Intensivpflege- und Reha-Stärkungsgesetz

Bundesrat vermisst im Entwurf die Kurzzeitpflege

Die Länderkammer fordert, Intensivpflege- und Reha-Stärkungsgesetz die Kurzzeitpflege bei der Refinanzierung nicht zu vergessen – und bringt ein altes Anliegen erneut ein.

Von Florian Staeck Veröffentlicht: 23.03.2020, 18:39 Uhr

Berlin. Die Länder fordern Nachbesserungen beim Entwurf für das Intensivpflege- und Reha-Stärkungsgesetz (IPReG) von Bundesgesundheitsminister Jens Spahn. So sollten auch Einrichtungen der Kurzzeitpflege in die Refinanzierungsregeln aufgenommen werden, heißt es in der Beschlussempfehlung des Gesundheitsausschusses der Länderkammer, über die am Freitag das Plenum beraten soll. Der Entwurf ist nicht zustimmungspflichtig.

Bislang sind von den Vergütungsregeln nur vollstationäre Heime, Intensiv-Wohnpflegeeinheiten oder aber die eigene Häuslichkeit erfasst. Kurzzeitpflege aber werde gerade bei Patienten mit Intensivpflegebedarf immer dann notwendig sein, wenn sich nach einem Klinikaufenthalt eine Anschlussversorgung nicht zeitnah sicherstellen lässt. Hinzu komme, so der Gesundheitsausschuss, dass gerade bei Intensivpflegebedarf Betroffene und ihre Angehörige „wenig Einfluss auf die pflegerische Sicherstellung dieser Überbrückungsphase“ hätten.

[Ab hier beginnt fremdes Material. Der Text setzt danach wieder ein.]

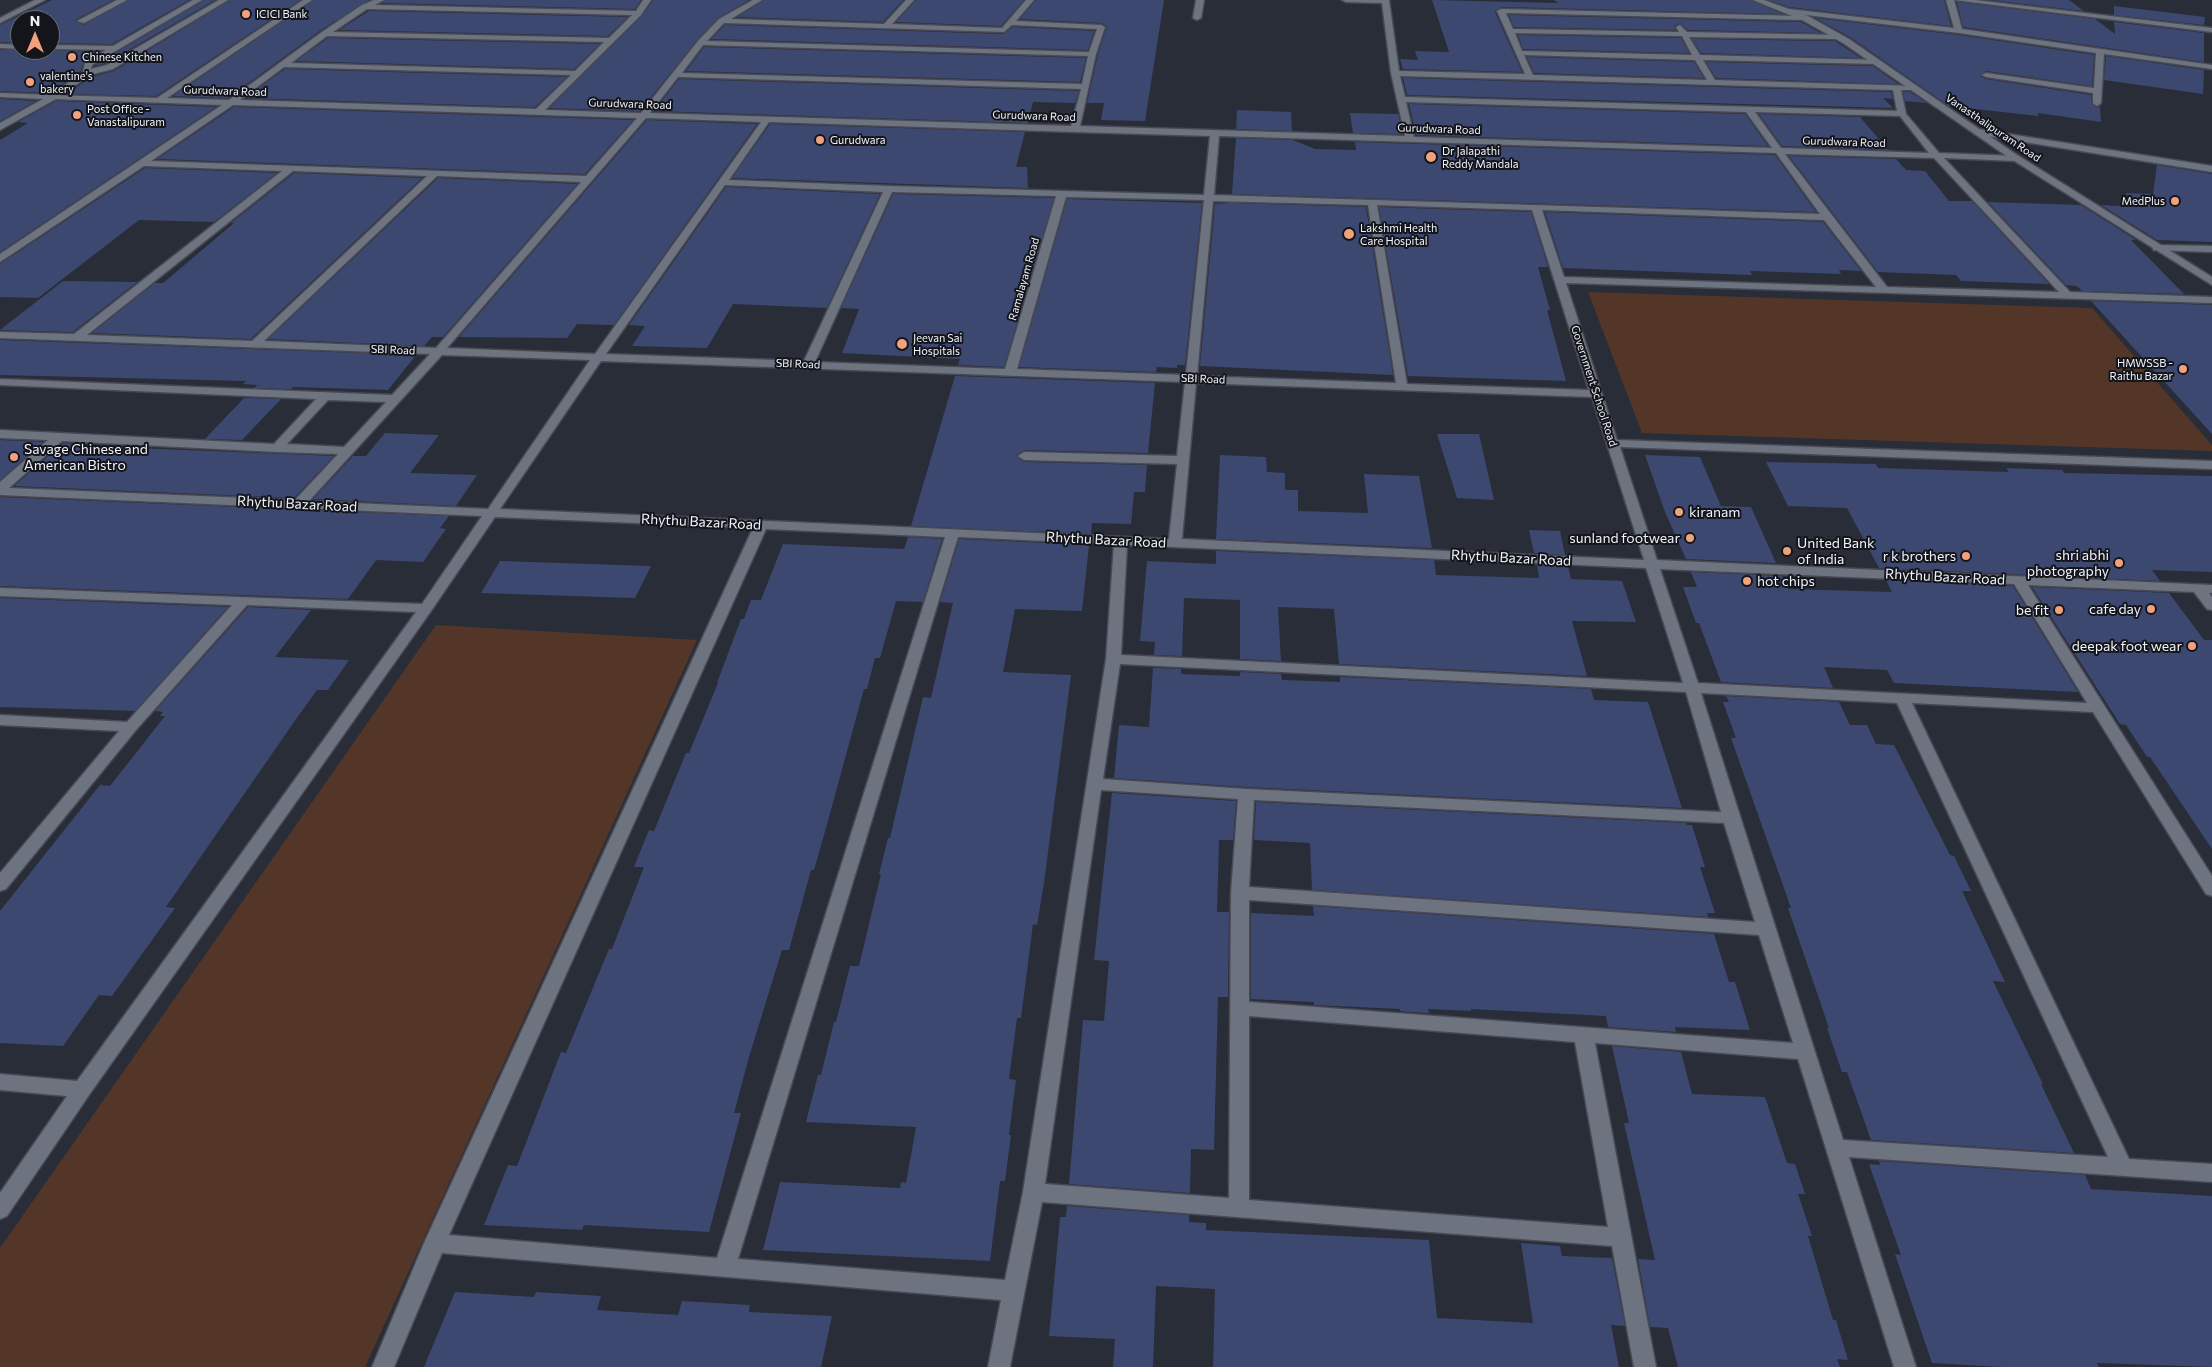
<!DOCTYPE html>
<html>
<head>
<meta charset="utf-8">
<style>
	body { margin:0 }
	#map { position:relative; width:2212px; height:1367px; overflow:hidden; background:#292d38; font-family:Commissioner,sans-serif }
	canvas { display:block }
	.north { position:absolute; left:10px; top:10px; width:50px; height:50px; box-sizing:border-box; background:#13151a; border:1px solid #6b6e74; border-radius:50%; rotate:0deg; font-size:14px; font-weight:700; line-height:20px; text-align:center; color:#f0f3fb }
	.north::after { content:''; display:block; margin:auto; width:18px; height:22px; background:#f1a17c; clip-path:polygon(50% 0,100% 100%,50% 72%,0 100%) }
</style>
</head>
<body>
<div id="map">
<canvas width="2212" height="1367"></canvas>
<div class="north">N</div>
</div>
<script>
const c = document.querySelector('canvas').getContext('2d');
c.lineJoin = 'round';
function fillPath(path, color) {
  c.fillStyle = color;
  c.fill(path, 'evenodd');
}
function shape(rows) {
  const path = new Path2D();
  for (const r of rows) {
    path.moveTo(r[0], r[1]);
    for (let i = 2; i < r.length; i += 2) path.lineTo(r[i], r[i + 1]);
  }
  return path;
}
function stroke(path, color, width, dash) {
  c.strokeStyle = color;
  c.lineWidth = width;
  c.lineCap = dash ? 'butt' : 'round';
  c.setLineDash(dash || []);
  c.stroke(path);
}
function write(font, color, halo, rows, align = 'center') {
  c.font = font + ' Commissioner,sans-serif';
  c.lineWidth = 4;
  c.setLineDash([]);
  c.textBaseline = 'middle';
  c.strokeStyle = halo;
  c.fillStyle = color;
  for (const [text, x, y, turn = 0] of rows) {
    c.save();
    c.translate(x, y);
    c.rotate((+turn || 0) * Math.PI / 180);
    c.textAlign = isNaN(turn) ? turn : align;
    if (halo) c.strokeText(text, 0, 0);
    c.fillText(text, 0, 0);
    c.restore();
  }
}
fillPath(shape([
	[1588,292,2092,308,2212,445,2212,451,1642,433],
	[436,625,697,640,365,1367,0,1367,0,1248]
]), '#533628');
fillPath(shape([
	[52,0,113,0,75,20,83,25,129,0,189,0,112,44,50,43,50,20,20,20,20,43,0,42,0,25],
	[204,0,215,0,106,63,94,66],
	[230,0,300,0,156,96,67,94,91,77,114,71],
	[314,0,369,0,321,30,228,98,173,96],
	[386,0,641,0,635,9,382,3],
	[653,0,749,0,718,18,697,40,640,111,549,108,642,16],
	[764,0,903,0,883,22,737,17],
	[916,0,1024,0,1001,26,896,22],
	[1036,0,1164,0,1145,121,1101,120,1104,103,1087,103,1098,54,1107,26,1101,23,1020,19],
	[1432,0,1559,3,1553,0,1751,0,1782,14,1501,7,1495,12,1522,72,1403,69,1400,59,1418,60,1415,51,1449,52],
	[1769,0,1944,0,1951,26,1789,7],
	[1991,0,2069,0,2084,11],
	[1957,2,2095,19,2115,34,2114,22,2204,33,2204,62,1963,27],
	[2114,6,2205,17,2204,25,2114,15],
	[369,11,628,17,608,36,339,30],
	[1509,15,1801,22,1821,33,1688,30,1680,23,1674,26,1676,30,1514,27],
	[1815,18,1959,35,2094,55,2092,86,1986,71,1980,76,1986,79,2091,95,2092,104,2097,108,2100,106,2101,122,2038,113,2038,116,1949,106,1850,37],
	[725,25,1004,34,1013,27,1094,31,1088,50,711,39],
	[1518,35,1681,38,1689,53,1523,49],
	[328,38,600,44,574,69,296,61],
	[1692,39,1835,41,1861,58,1701,53],
	[704,47,1086,58,1080,82,686,71],
	[0,50,49,50,99,52,84,60,81,71,50,93,0,91],
	[2106,56,2204,70,2203,94,2104,80],
	[1527,57,1694,62,1704,78,1534,73],
	[1706,62,1873,66,1898,84,1716,78],
	[285,69,567,77,535,107,245,98],
	[1403,78,1891,92,1893,99,1883,98,1893,108,1407,95],
	[679,79,1079,91,1075,103,1033,102,1028,123,654,111],
	[1903,92,1910,92,1927,103,1905,101],
	[0,99,36,101,0,121],
	[56,101,216,107,0,252,0,140,28,123,18,122],
	[1409,104,1745,114,1768,146,1416,135],
	[234,107,633,120,585,174,157,159],
	[1237,110,1291,112,1292,131,1236,129],
	[1350,113,1398,114,1403,134,1353,133],
	[1759,114,1860,117,1888,150,1782,146],
	[647,120,757,124,614,325,577,324,567,338,459,337],
	[770,124,1025,132,1016,167,1027,167,1028,188,732,178],
	[1236,138,1293,140,1315,149,1356,150,1355,142,1775,155,1816,212,1232,194],
	[1789,156,1896,159,1906,170,1925,171,1949,201,1972,201,2049,284,1961,281,1956,275,1878,272],
	[2157,165,2212,174,2212,242,2157,240,2101,205,2139,207,2125,193,2153,194],
	[145,168,277,173,214,222,139,220,38,298,0,297,0,264],
	[294,173,422,178,251,339,92,333,155,283,163,283,234,223,231,223],
	[438,178,577,184,443,337,432,337,424,346,268,339],
	[726,187,880,194,827,308,733,304,707,348,632,346,645,326,629,325],
	[893,194,1054,198,1004,367,958,365,960,359,842,353,859,309,841,308],
	[1067,199,1202,203,1185,365,1177,365,1177,368,1157,367,1156,372,1019,367],
	[1988,202,2081,205,2136,240,2131,240,2184,294,2082,291,2077,286,2066,285],
	[1231,203,1366,207,1393,375,1200,366,1215,204],
	[1379,207,1531,212,1548,267,1538,267,1550,310,1547,310,1566,381,1408,376],
	[1545,212,1823,222,1861,271,1839,270,1841,274,1750,271,1752,275,1563,268],
	[63,281,137,282,73,332,0,330],
	[2091,301,2212,305,2212,434],
	[0,340,416,355,388,390,293,387,291,389,254,388,257,385,243,384,246,381,0,375],
	[955,376,1155,383,1148,453,1024,450,1016,455,1024,462,1147,465,1145,492,1134,492,1131,524,1092,523,1091,534,911,526],
	[244,398,281,399,242,440,205,439],
	[385,433,439,435,410,473,477,475,456,506,313,499,353,456,366,456],
	[1437,434,1479,434,1494,500,1457,498],
	[0,440,43,442,0,480],
	[63,443,110,447,334,456,294,498,14,486],
	[1220,455,1266,457,1267,472,1285,473,1285,490,1298,490,1298,511,1368,513,1364,474,1419,476,1432,548,1216,539],
	[1645,455,1700,457,1721,506,1751,507,1776,563,1686,559,1665,512],
	[1766,462,1876,464,1878,468,2009,472,2006,468,2062,470,2064,473,2212,476,2212,572,2152,570,2160,581,1879,568,1847,508,1788,506],
	[0,497,449,516,440,528,446,529,423,562,376,560,348,599,0,586],
	[1529,530,1560,531,1565,555,1534,553],
	[908,537,942,539,923,602,896,601,880,658,875,658,867,689,864,689,826,828,814,870,811,870,789,950,782,950,749,1057,734,1113,741,1113,709,1232,584,1225,582,1230,484,1225,508,1165,517,1166,561,1052,566,1053,609,949,612,949,644,867,634,867,649,830,654,831,686,753,689,753,718,683,717,683,741,619,744,619,751,600,761,600,783,544,904,549],
	[959,539,1089,545,1082,611,1015,609,1003,672,1071,675,1044,883,1037,925,1033,924,1021,1018,1017,1018,1009,1079,1016,1080,1009,1135,1011,1135,1005,1181,1000,1181,990,1261,763,1250,780,1182,900,1188,901,1182,906,1183,916,1127,806,1122,818,1075,821,1075,834,1022,836,1022,850,966,859,966,881,874,879,874,888,838,890,838,923,697,931,698,953,603,940,602],
	[1216,551,1434,560,1436,575,1539,578,1537,565,1568,566,1571,579,1622,581,1636,622,1572,621,1587,676,1339,664,1334,609,1278,607,1281,661,1240,659,1240,600,1184,598,1182,656,1154,655,1155,642,1140,641,1147,561,1216,564],
	[500,561,651,566,635,598,481,593],
	[1691,572,1782,576,1788,589,1892,592,1886,580,2013,586,2078,692,1894,683,1887,670,1824,667,1833,688,1721,682,1699,623,1696,623,1683,587,1697,587],
	[2032,587,2169,593,2204,640,2212,640,2212,849,2150,757,2147,757,2126,725,2120,724],
	[0,598,228,607,135,711,72,709,0,707],
	[248,607,311,610,275,657,349,660,328,690,317,690,294,722,166,907,175,908,112,996,99,995,63,1046,0,1043,0,911,100,785,110,786,165,716,160,716,163,712,155,711],
	[1153,668,1181,669,1181,674,1240,676,1240,672,1281,674,1282,680,1340,682,1340,677,1591,689,1594,700,1648,702,1682,808,1246,787,1114,778,1119,725,1149,727],
	[1726,696,1839,702,1850,725,1867,725,1876,744,1894,745,1950,855,1954,856,1971,891,1962,891,2005,982,1993,981,2043,1084,2041,1084,2074,1153,1871,1140,1847,1072,1842,1072,1827,1028,1829,1028,1788,908,1791,908,1731,738,1736,738,1723,702,1729,702],
	[1112,793,1236,801,1233,840,1219,840,1217,912,1229,912,1228,997,1218,997,1214,1150,1191,1149,1190,1193,1069,1184,1083,1020,1104,1021,1109,961,1094,960],
	[1256,802,1686,823,1687,825,1692,825,1705,867,1700,867,1715,913,1707,913,1708,917,1312,890,1310,843,1254,840],
	[1313,906,1714,934,1729,982,1735,982,1750,1030,1675,1027,1676,1032,1608,1027,1606,1016,1471,1009,1471,1011,1428,1009,1429,1013,1411,1012,1400,1011,1400,1009,1314,1005,1314,1002,1251,999,1251,913,1314,916],
	[1612,1046,1681,1052,1692,1094,1765,1097,1787,1163,1795,1164,1805,1194,1798,1194,1812,1236,1808,1236,1833,1320,1836,1320,1848,1360,1837,1359,1840,1367,1678,1367,1668,1328,1650,1327,1638,1259,1655,1260,1624,1123,1629,1123],
	[1879,1161,2085,1175,2091,1189,2212,1196,2212,1367,2097,1363,2099,1367,2002,1367,1932,1363,1895,1254,1901,1255,1869,1164,1880,1165],
	[1067,1206,1189,1215,1189,1222,1206,1223,1206,1230,1429,1240,1437,1318,1533,1323,1521,1243,1560,1246,1562,1256,1612,1258,1625,1326,1611,1325,1619,1367,1213,1367,1215,1289,1156,1286,1153,1367,1113,1367,1115,1339,1049,1336,1060,1217,1066,1217],
	[455,1292,534,1297,536,1292,601,1296,597,1310,678,1315,682,1301,750,1305,749,1312,832,1316,821,1367,424,1367]
]), '#3c4870');
const street = shape([
	[35,0,45,0,0,23,0,18,35,0],
	[117,0,127,0,84,23,77,21,117,0],
	[303,0,312,0,167,98,229,100,322,32,362,5,374,0,384,0,375,5,636,11,643,0,651,0,641,15,545,110,641,113,698,41,719,19,753,0,762,0,731,19,884,24,906,0,914,0,892,24,1002,28,1026,0,1034,0,1016,21,1101,25,1105,27,1096,54,1080,126,1405,136,1391,73,1382,3,1346,2,1342,0,1389,0,1399,71,1525,74,1497,11,1501,9,1801,16,1805,18,1801,20,1506,13,1513,29,1679,32,1676,27,1680,25,1687,32,1841,35,1842,37,1838,39,1689,37,1700,55,1878,60,1879,62,1875,64,1703,60,1715,80,1916,86,1916,90,1901,90,1906,114,1939,153,2018,156,2018,160,2015,161,1944,158,2070,292,2212,297,2212,303,1566,283,1617,440,2212,461,2212,469,1620,447,1657,560,2212,585,2212,593,2209,593,2212,597,2212,610,2207,609,2194,592,2028,585,2212,876,2212,896,2206,894,2093,712,1912,703,2129,1159,2212,1164,2212,1182,1849,1157,1916,1367,1894,1367,1798,1059,1595,1043,1656,1367,1634,1367,1612,1246,1042,1202,1010,1367,988,1367,1001,1300,442,1253,394,1367,372,1367,424,1243,753,528,495,517,431,611,89,1095,7,1216,0,1219,0,1193,67,1096,0,1090,0,1074,77,1081,416,612,247,605,136,730,6,889,0,891,0,873,119,731,0,725,0,715,127,722,232,605,0,596,0,588,422,604,482,516,0,495,0,482,48,440,0,438,0,430,274,444,316,399,0,385,0,379,392,395,430,354,0,338,0,332,74,334,282,171,144,166,0,262,0,254,222,105,53,99,50,99,50,95,157,98,303,0],
	[367,9,369,9,632,15,609,38,333,32,367,9],
	[724,23,1004,32,1012,25,1097,29,1089,52,707,41,724,23],
	[1515,33,1682,36,1692,55,1522,51,1515,33],
	[327,36,604,42,575,71,291,63,327,36],
	[703,45,1088,56,1082,84,682,73,703,45],
	[1524,55,1695,60,1707,80,1533,75,1524,55],
	[284,67,571,75,536,109,240,100,284,67],
	[1400,76,1893,90,1897,111,1405,97,1400,76],
	[678,77,1081,89,1071,126,650,113,678,77],
	[1406,102,1746,112,1772,148,1414,137,1406,102],
	[233,105,637,118,586,176,151,161,233,105],
	[1755,112,1900,116,1929,153,1781,148,1755,112],
	[646,118,761,122,595,354,447,348,646,118],
	[769,122,1075,132,1210,136,1204,195,889,186,729,180,769,122],
	[1219,136,1776,153,1820,214,1214,195,1219,136],
	[1785,154,1934,158,2059,292,1887,287,1785,154],
	[293,171,427,176,252,341,87,335,293,171],
	[437,176,581,182,436,348,264,341,437,176],
	[725,185,883,192,804,361,606,354,725,185],
	[892,192,1056,196,1005,369,815,362,892,192],
	[1066,197,1204,200,1186,375,1017,369,1066,197],
	[1213,201,1368,205,1396,383,1197,376,1213,201],
	[1377,205,1532,210,1589,390,1407,384,1377,205],
	[1542,210,1824,220,1876,287,1564,277,1542,210],
	[442,355,590,360,488,509,309,501,442,355],
	[601,361,1185,382,1177,456,1024,452,1018,456,1024,460,1177,464,1169,539,500,509,601,361],
	[1196,383,1592,397,1644,560,1182,539,1196,383],
	[328,400,386,402,344,447,287,444,328,400],
	[62,441,277,452,338,454,295,500,9,488,62,441],
	[766,529,945,537,717,1258,449,1235,766,529],
	[958,537,1114,544,1106,659,1023,1192,1005,1280,738,1259,958,537],
	[1127,545,1646,568,1683,683,1121,655,1127,545],
	[1660,569,2014,584,2087,703,1698,683,1660,569],
	[1120,664,1686,692,1721,812,1246,789,1103,779,1120,664],
	[1701,693,1897,703,2108,1157,1843,1140,1701,693],
	[1101,790,1238,799,1231,893,1229,1198,1045,1184,1101,790],
	[1254,800,1724,823,1755,922,1249,887,1254,800],
	[1249,900,1759,935,1793,1043,1249,1002,1249,900],
	[1249,1016,1575,1042,1608,1227,1249,1200,1249,1016],
	[1196,0,1204,0,1201,18,1197,20,1193,18,1196,0],
	[1946,0,1975,0,2212,28,2212,32,1954,0,1962,29,2212,65,2212,69,2104,54,2101,103,2097,106,2093,103,2093,93,1986,77,1982,75,1986,73,2094,88,2096,53,1959,33,1789,13,1785,11,1789,9,1954,28,1946,0],
	[0,44,20,45,20,49,0,48,0,44],
	[50,45,114,46,118,48,114,50,50,49,50,45],
	[1977,129,2212,166,2212,172,1974,134,1973,132,1977,129],
	[2157,245,2212,246,2212,252,2153,250,2153,246,2157,245]
]);
const secondary = shape([
	[193,0,202,0,92,65,91,69,107,65,219,0,228,0,113,69,90,75,56,99,0,130,0,123,43,99,0,97,0,93,51,95,83,72,85,62,193,0],
	[1753,0,1764,0,1808,16,1849,39,2014,153,2212,277,2212,285,2008,157,1843,43,1802,20,1753,0]
]);
stroke(street, '#474a54', 3);
stroke(secondary, '#474a54', 3);
fillPath(street, '#6e7380');
fillPath(secondary, '#6e7380');
for (const [x, y, r, color] of [
	[246,14,5,"#f1a17c"],
	[72,57,5,"#f1a17c"],
	[30,82,5,"#f1a17c"],
	[77,115,5,"#f1a17c"],
	[820,140,5,"#f1a17c"],
	[1431,157,6,"#f1a17c"],
	[2175,201,5,"#f1a17c"],
	[1349,234,6,"#f1a17c"],
	[902,344,6,"#f1a17c"],
	[2183,369,5,"#f1a17c"],
	[14,457,5,"#f1a17c"],
	[1679,512,5,"#f1a17c"],
	[1690,538,5,"#f1a17c"],
	[1787,551,5,"#f1a17c"],
	[1966,556,5,"#f1a17c"],
	[2119,563,5,"#f1a17c"],
	[1747,581,5,"#f1a17c"],
	[2151,609,5,"#f1a17c"],
	[2059,610,5,"#f1a17c"],
	[2192,646,5,"#f1a17c"]
]) {
  const dot = new Path2D();
  dot.arc(x, y, r, 0, 2 * Math.PI);
  c.fillStyle = color;
  c.fill(dot);
  stroke(dot, '#13151a', 2);
}
write('11px', '#f0f3fb', '#13151a', [
	["ICICI Bank",256,14],
	["Chinese Kitchen",82,57],
	["valentine's",40,76],
	["bakery",40,89],
	["Post Office -",87,109],
	["Vanastalipuram",87,122],
	["Gurudwara",830,140],
	["Dr Jalapathi",1442,151],
	["Reddy Mandala",1442,164],
	["MedPlus",2165,201,"right"],
	["Lakshmi Health",1360,228],
	["Care Hospital",1360,241],
	["Jeevan Sai",913,338],
	["Hospitals",913,351],
	["HMWSSB -",2173,363,"right"],
	["Raithu Bazar",2173,376,"right"]
], 'left');
write('11px', '#f0f3fb', '#13151a', [
	["Gurudwara Road",225,91,2],
	["Gurudwara Road",630,104,2],
	["Gurudwara Road",1034,116,2],
	["Vanasthalipuram Road",1993,128,34],
	["Gurudwara Road",1439,129,2],
	["Gurudwara Road",1844,142,2],
	["Ramalayam Road",1024,279,-74],
	["SBI Road",393,350,2],
	["SBI Road",798,364,2],
	["SBI Road",1203,379,2],
	["Government School Road",1594,386,72]
]);
write('14px', '#f0f3fb', '#13151a', [
	["Savage Chinese and",24,449,"left"],
	["American Bistro",24,465,"left"],
	["kiranam",1689,512,"left"],
	["sunland footwear",1680,538],
	["United Bank",1797,543,"left"],
	["of India",1797,559,"left"],
	["shri abhi",2109,555],
	["photography",2109,571],
	["r k brothers",1956,556],
	["hot chips",1757,581,"left"],
	["cafe day",2141,609],
	["be fit",2049,610],
	["deepak foot wear",2182,646]
], 'right');
write('14px', '#f0f3fb', '#13151a', [
	["Rhythu Bazar Road",297,504,3],
	["Rhythu Bazar Road",701,522,3],
	["Rhythu Bazar Road",1106,540,3],
	["Rhythu Bazar Road",1511,558,3],
	["Rhythu Bazar Road",1945,577,3]
]);
</script>
</body>
</html>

Intensivpflege als Satzungsleistung?

Irritiert zeigt sich der Bundesrat über eine Regelung im Gesetzentwurf, nach der die Krankenkassen als Satzungsleistung bestimmen können, dass ein Versicherter Anspruch auf umfassende Intensivpflege dann weiterhin erhält, wenn sich sein Gesundheitszustand gebessert hat. Satzungsleistungen seien grundsätzlich dafür vorgesehen, Wettbewerb zwischen Kassen zu ermöglichen. Wie dieser Wettbewerb „ausgerechnet im Bereich der Intensivpflege stattfinden soll, erschließt sich nicht“, heißt es in der Stellungnahme.

Einen neuen Anlauf unternimmt der Bundesrat in dem Versuch, „regionale Versorgungsinnovationen“ im Sozialgesetzbuch V zu etablieren. Dieses Anliegen der Länderkammer war zuletzt beim Faire-Kassenwettbewerb-Gesetz von der Bundesregierung nicht aufgegriffen worden.

Neuer Anlauf für regionale Versorgungsinnovationen

Dort, wo eine Unterversorgung droht oder bereits eingetreten ist, sollen Kassen mit KVen und zugelassenen Leistungserbringern Versorgungsinnovationen vereinbaren können. Kassen hätten zwar den gesetzlichen Auftrag, Digitalisierung und elektronische Kommunikation zu unterstützen. Doch ihnen fehle dafür die nötige Vertragskompetenz.

Gleichermaßen fehle es Kassen an der Kompetenz, in einzelnen Regionen strukturelle Änderungen etwa mit Blick auf die Zusammenarbeit von Ärzten, Therapeuten und Pflegediensten anzustoßen. Ein Beispiel könnte eine integrierte Einrichtung zur Kurzzeitpflege sein, die gemeinsam von Kliniken, Pflegeheimen und Pflegediensten betrieben wird. Der Verweis auf die Möglichkeit von Selektivverträgen wie in Paragraf 140a greife zu kurz, denn dort würden Anbieter digitaler Versorgungsprodukte nicht erwähnt.